* **Exercise instructions**
Print all entries below exactly, without images.

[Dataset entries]
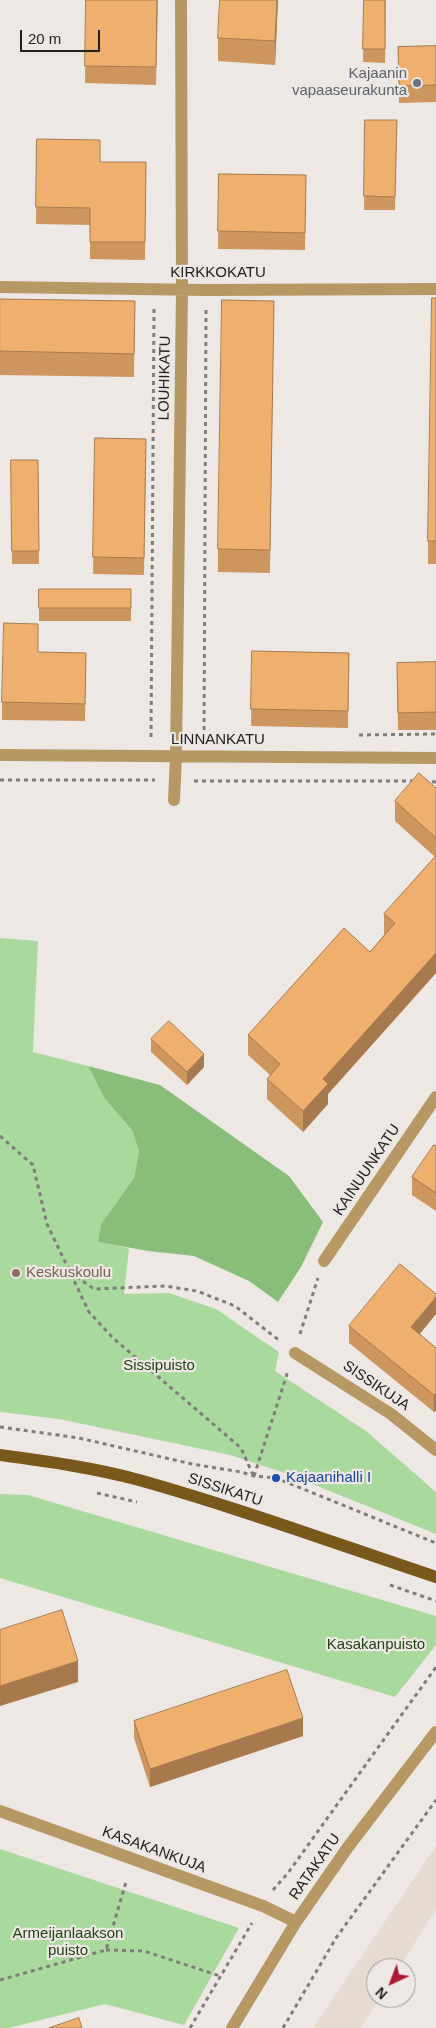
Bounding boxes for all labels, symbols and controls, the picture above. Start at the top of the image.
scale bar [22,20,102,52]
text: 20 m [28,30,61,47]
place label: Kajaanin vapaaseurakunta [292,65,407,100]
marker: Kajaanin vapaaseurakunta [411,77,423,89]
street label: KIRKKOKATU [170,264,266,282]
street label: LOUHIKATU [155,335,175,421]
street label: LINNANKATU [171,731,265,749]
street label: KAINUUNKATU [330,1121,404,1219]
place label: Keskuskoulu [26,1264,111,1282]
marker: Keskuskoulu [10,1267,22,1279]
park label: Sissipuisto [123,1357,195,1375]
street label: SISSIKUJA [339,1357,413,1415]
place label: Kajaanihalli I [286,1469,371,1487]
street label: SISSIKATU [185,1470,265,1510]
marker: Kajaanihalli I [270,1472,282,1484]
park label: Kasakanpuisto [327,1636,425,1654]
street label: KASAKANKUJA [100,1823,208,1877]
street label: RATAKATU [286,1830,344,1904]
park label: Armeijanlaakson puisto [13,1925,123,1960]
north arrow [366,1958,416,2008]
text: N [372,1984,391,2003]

* **Answer section**
Bounding boxes for all labels, symbols and controls, the picture above. Start at the top of the image.
scale bar [22,20,102,52]
text: 20 m [28,30,61,47]
place label: Kajaanin vapaaseurakunta [292,65,407,100]
marker: Kajaanin vapaaseurakunta [411,77,423,89]
street label: KIRKKOKATU [170,264,266,282]
street label: LOUHIKATU [155,335,175,421]
street label: LINNANKATU [171,731,265,749]
street label: KAINUUNKATU [330,1121,404,1219]
place label: Keskuskoulu [26,1264,111,1282]
marker: Keskuskoulu [10,1267,22,1279]
park label: Sissipuisto [123,1357,195,1375]
street label: SISSIKUJA [339,1357,413,1415]
place label: Kajaanihalli I [286,1469,371,1487]
street label: SISSIKATU [185,1470,265,1510]
marker: Kajaanihalli I [270,1472,282,1484]
park label: Kasakanpuisto [327,1636,425,1654]
street label: KASAKANKUJA [100,1823,208,1877]
street label: RATAKATU [286,1830,344,1904]
park label: Armeijanlaakson puisto [13,1925,123,1960]
north arrow [366,1958,416,2008]
text: N [372,1984,391,2003]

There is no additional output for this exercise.